コミュニティ

MUlti page pdf scanned image

Written by Permanently deleted user

2018年09月25日 10:28
5

I am unable to extract commas from the below image. How can I do that using JAVA SDK?

この記事は役に立ちましたか？

0人中0人がこの記事が役に立ったと言っています

5件のコメント

Permanently deleted user

2018年09月25日 11:30
Hi Rama

Can you please post the original PDF and the part(s) of your Java-code with which you are trying to perfom the extraction?
What characters are returned when using FineReader ?

Best regards
Koen de Leijer

0
Permanently deleted user

2018年09月25日 14:22
Hi please check below code.

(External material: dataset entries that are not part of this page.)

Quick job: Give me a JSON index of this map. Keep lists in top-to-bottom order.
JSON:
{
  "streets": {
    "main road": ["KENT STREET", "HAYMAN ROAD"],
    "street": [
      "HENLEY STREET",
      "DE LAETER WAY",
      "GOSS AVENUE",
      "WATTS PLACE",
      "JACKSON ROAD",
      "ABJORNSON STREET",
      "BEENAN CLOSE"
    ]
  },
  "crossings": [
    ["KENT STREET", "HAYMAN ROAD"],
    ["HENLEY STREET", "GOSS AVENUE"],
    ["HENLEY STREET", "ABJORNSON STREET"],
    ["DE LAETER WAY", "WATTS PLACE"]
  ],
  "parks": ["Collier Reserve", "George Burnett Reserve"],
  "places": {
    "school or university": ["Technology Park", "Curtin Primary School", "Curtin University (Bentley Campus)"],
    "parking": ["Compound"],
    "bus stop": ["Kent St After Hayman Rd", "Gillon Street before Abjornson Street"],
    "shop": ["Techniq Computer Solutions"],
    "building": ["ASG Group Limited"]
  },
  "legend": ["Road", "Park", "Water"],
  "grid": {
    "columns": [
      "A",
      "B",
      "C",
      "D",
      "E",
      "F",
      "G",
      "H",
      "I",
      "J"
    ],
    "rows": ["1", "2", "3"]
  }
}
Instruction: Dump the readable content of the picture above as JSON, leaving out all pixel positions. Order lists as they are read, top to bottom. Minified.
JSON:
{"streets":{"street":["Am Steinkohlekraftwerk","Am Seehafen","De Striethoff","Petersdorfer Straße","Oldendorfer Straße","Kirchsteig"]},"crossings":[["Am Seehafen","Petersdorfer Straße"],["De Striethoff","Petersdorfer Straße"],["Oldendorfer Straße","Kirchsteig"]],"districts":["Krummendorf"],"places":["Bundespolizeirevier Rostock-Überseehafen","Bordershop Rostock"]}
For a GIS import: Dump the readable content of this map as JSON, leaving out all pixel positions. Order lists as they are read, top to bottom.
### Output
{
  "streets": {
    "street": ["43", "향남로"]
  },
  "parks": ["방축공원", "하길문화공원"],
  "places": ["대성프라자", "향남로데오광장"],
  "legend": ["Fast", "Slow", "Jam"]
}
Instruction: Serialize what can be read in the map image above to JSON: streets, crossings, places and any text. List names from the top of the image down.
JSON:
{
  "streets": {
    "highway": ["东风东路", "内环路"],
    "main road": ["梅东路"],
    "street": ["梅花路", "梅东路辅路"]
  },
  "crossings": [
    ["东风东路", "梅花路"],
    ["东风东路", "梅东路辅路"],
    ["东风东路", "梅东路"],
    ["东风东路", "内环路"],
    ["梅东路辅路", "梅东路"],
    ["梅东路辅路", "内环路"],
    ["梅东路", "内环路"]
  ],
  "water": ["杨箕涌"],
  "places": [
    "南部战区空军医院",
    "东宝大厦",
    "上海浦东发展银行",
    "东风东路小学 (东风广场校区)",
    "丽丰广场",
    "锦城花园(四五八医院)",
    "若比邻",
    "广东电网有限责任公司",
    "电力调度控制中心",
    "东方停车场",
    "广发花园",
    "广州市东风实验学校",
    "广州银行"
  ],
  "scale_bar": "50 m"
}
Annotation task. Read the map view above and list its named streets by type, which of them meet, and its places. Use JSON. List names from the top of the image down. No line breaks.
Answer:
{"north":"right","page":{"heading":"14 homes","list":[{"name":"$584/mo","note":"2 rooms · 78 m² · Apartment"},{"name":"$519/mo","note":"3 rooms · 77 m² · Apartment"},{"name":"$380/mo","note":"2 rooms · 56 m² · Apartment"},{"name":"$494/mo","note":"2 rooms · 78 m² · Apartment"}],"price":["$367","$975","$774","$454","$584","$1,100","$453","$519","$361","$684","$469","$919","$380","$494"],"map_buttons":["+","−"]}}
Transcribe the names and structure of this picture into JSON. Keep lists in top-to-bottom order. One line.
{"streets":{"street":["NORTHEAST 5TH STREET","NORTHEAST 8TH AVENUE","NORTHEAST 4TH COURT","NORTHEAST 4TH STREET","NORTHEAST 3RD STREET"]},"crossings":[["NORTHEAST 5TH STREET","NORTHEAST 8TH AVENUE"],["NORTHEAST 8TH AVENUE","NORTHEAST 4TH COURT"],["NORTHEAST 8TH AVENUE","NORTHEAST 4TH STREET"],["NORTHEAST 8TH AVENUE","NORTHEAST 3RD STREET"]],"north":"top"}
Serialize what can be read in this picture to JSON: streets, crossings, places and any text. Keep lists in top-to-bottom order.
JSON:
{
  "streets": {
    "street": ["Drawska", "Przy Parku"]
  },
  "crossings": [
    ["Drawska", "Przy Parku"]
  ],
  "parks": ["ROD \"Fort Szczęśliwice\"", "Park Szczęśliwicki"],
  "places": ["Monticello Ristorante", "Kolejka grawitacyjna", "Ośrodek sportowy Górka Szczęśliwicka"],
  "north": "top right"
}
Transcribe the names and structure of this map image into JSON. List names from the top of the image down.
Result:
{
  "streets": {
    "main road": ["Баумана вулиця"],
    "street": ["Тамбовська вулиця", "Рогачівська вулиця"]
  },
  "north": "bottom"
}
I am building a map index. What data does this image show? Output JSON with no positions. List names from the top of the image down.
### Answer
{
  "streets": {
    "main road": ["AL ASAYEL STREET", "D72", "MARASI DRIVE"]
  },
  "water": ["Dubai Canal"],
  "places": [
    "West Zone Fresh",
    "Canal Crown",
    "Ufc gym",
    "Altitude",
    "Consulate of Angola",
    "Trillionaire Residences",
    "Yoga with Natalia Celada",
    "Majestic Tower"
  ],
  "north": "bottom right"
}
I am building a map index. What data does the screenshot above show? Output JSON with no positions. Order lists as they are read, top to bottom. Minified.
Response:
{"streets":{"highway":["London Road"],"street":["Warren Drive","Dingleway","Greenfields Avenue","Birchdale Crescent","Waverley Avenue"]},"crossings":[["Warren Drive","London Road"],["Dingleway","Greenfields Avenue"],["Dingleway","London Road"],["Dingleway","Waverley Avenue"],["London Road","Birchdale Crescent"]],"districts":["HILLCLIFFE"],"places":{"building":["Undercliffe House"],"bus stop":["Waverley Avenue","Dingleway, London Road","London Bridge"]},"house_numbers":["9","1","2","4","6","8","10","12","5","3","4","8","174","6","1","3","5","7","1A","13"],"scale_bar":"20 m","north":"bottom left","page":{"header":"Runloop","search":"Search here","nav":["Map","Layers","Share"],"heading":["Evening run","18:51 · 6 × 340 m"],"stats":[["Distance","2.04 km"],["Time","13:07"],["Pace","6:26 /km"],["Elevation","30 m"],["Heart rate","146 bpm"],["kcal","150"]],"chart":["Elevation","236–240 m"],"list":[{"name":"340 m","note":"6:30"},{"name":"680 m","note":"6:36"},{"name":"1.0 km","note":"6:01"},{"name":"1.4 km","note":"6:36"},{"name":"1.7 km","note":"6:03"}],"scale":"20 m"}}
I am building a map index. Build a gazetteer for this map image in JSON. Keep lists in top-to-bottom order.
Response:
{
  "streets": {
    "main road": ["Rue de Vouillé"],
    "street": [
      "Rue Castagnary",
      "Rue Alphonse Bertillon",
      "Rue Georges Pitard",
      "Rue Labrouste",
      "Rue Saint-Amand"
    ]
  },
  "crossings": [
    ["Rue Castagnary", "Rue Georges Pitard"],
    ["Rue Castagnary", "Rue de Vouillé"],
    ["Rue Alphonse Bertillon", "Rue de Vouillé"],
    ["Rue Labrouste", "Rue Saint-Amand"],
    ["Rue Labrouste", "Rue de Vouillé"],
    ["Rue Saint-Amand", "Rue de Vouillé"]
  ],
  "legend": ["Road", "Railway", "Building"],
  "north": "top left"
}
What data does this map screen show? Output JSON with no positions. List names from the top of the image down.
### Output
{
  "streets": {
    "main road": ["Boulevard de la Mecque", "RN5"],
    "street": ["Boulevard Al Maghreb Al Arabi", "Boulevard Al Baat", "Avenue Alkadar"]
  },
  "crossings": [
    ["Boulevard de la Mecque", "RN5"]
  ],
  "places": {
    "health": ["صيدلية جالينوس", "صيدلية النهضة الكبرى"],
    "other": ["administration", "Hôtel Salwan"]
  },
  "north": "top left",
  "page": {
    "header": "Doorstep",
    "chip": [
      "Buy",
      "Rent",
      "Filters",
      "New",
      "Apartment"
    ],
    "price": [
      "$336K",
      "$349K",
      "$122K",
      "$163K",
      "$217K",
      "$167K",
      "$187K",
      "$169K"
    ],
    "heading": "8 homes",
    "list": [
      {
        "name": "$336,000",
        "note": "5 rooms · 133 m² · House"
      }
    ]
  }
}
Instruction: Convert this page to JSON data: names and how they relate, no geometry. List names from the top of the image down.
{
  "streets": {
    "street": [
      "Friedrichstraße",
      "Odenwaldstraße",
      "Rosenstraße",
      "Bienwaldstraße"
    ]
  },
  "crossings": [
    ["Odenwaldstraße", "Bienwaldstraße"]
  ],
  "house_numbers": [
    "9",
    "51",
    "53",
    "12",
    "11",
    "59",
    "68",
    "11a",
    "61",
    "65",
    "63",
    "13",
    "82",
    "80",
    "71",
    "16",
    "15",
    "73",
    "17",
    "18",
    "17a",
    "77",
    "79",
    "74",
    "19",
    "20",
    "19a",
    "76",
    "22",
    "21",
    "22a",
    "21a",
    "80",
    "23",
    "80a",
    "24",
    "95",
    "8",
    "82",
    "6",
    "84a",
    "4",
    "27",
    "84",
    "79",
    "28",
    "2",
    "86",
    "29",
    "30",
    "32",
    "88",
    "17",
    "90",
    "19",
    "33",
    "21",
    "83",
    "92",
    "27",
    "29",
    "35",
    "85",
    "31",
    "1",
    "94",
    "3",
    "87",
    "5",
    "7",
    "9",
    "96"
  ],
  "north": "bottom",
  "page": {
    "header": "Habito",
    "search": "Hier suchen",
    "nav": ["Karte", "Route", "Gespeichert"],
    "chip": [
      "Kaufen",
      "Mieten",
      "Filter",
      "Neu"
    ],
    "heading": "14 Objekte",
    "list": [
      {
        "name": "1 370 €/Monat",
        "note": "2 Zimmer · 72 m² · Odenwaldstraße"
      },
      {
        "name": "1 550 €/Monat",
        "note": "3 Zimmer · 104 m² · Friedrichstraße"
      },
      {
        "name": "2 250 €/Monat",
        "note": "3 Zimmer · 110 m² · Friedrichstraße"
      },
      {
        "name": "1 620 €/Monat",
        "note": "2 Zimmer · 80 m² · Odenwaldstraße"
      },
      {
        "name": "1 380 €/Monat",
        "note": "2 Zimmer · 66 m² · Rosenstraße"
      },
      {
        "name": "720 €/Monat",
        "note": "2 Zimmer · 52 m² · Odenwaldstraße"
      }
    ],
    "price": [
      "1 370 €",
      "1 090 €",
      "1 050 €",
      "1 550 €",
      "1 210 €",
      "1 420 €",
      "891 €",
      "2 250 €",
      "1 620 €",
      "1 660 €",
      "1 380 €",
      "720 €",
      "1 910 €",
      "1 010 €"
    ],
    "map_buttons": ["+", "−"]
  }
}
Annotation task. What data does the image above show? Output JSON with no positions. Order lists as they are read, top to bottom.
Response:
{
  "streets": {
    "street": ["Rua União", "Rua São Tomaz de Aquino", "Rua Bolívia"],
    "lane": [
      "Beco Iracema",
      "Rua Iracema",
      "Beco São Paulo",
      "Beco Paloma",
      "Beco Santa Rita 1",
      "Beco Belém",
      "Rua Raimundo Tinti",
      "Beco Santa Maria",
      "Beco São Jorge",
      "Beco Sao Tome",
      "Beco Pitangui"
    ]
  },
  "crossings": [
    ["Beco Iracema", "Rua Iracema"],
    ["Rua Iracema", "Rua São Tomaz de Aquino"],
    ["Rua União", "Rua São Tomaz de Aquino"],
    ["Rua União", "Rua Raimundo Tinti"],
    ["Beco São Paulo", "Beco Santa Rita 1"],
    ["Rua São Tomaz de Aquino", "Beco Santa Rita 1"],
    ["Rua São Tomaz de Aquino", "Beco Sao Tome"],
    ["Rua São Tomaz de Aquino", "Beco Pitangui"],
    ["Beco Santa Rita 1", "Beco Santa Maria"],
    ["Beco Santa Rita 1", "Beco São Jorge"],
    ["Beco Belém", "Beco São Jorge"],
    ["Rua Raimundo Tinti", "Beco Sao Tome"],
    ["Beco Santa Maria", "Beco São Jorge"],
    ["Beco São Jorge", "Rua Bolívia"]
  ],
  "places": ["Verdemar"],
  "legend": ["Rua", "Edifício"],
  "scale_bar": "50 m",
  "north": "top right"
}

And i am not getting commas. instead of 43,491 i am getting 43491

private void processImage() {

// String imagePath = SamplesConfig.GetSamplesFolder() + "//home//DCXMprod//ABBYY//Samples//images//Charlotta_1.jpg";

String imagePath = SamplesConfig.GetSamplesFolder() + "SampleImages/Capital/10060288989_1-redacted.pdf";

try {

// Don't recognize PDF file with a textual content, just copy it

// Create document

//engine.LoadPredefinedProfile("DocumentConversion_Accuracy");

//engine.CreateRecognizerParams().SetPredefinedTextLanguage("German");

//IEngine engine=null;

//engine=Engine.GetEngineObject(SamplesConfig.GetDllFolder(),SamplesConfig.GetDeveloperSN());

//String profile=SamplesConfig.GetSamplesFolder() + "images/dff.ini";

//engine.LoadProfile(profile);

IFRDocument document = engine.CreateFRDocument();

try {

// Add image file to document

displayMessage( "Loading image..." );

document.AddImageFile( imagePath, null, null );

//pages=document.getPages();

IDocumentProcessingParams docProcessingParams =engine.CreateDocumentProcessingParams();

IPageAnalysisParams tabParams=docProcessingParams.getPageProcessingParams().getPageAnalysisParams();

IPagePreprocessingParams pageproparams=engine.CreatePagePreprocessingParams();

pageproparams.setCorrectOrientation(true);

//tabParams.setDetectText(true);

//tabParams.setEnableTextExtractionMode(true);

//tabParams.setAggressiveTableDetection(true);

//tabParams.setDetectTables(true);

IRTFExportParams rtfparam=engine.CreateRTFExportParams();

rtfparam.setKeepLines(true);

//rtfparam.setPageSynthesisMode("PSM_RTFEditableCopy");

IXLExportParams xlparam=engine.CreateXLExportParams();

xlparam.setLayoutRetentionMode(XLSXLayoutRetentionModeEnum.XLLRM_ExactLines);

//xlparam.setTablesOnly(true);

document.Preprocess(pageproparams,null,null,null);

document.Process(docProcessingParams);

//displayMessage( "Saving results..." );

// Save results to rtf with default parameters

//String rtfExportPath = SamplesConfig.GetSamplesFolder() + "images/Elli_1.rtf";

//document.Export( rtfExportPath, FileExportFormatEnum.FEF_RTF, rtfparam);

// Save results to pdf using 'balanced' scenario

//IPDFExportParams pdfParams = engine.CreatePDFExportParams();

//pdfParams.setScenario( PDFExportScenarioEnum.PES_Balanced );

//String pdfExportPath = SamplesConfig.GetSamplesFolder() + "images/Elli_1tab1.pdf";

//document.Export( pdfExportPath, FileExportFormatEnum.FEF_PDF, pdfParams );

String xlExportPath = SamplesConfig.GetSamplesFolder() + "SampleImages/Capital/10060288989_1-redacted.xls";

//document.Export( texExportPath, FileExportFormatEnum.FEF_TextUnicodeDefaults, null);

document.Export(xlExportPath,FileExportFormatEnum.FEF_XLSX,xlparam);

//String xlExportPath = SamplesConfig.GetSamplesFolder() + "images/US/Equip3.xls";

//document.Export( xlExportPath, FileExportFormatEnum.FEF_XLSX, xlparam);

} finally {

// Close document

document.Close();

}

} catch( Exception ex ) {

displayMessage( ex.getMessage() );

}

}

0
Permanently deleted user

2018年09月25日 15:23
Hi Rama

Can you please add the original PDF?

Best regards
Koen de Leijer

0
Permanently deleted user

2018年09月26日 04:19
0
Helen Osetrova

2018年09月28日 18:00
Hi!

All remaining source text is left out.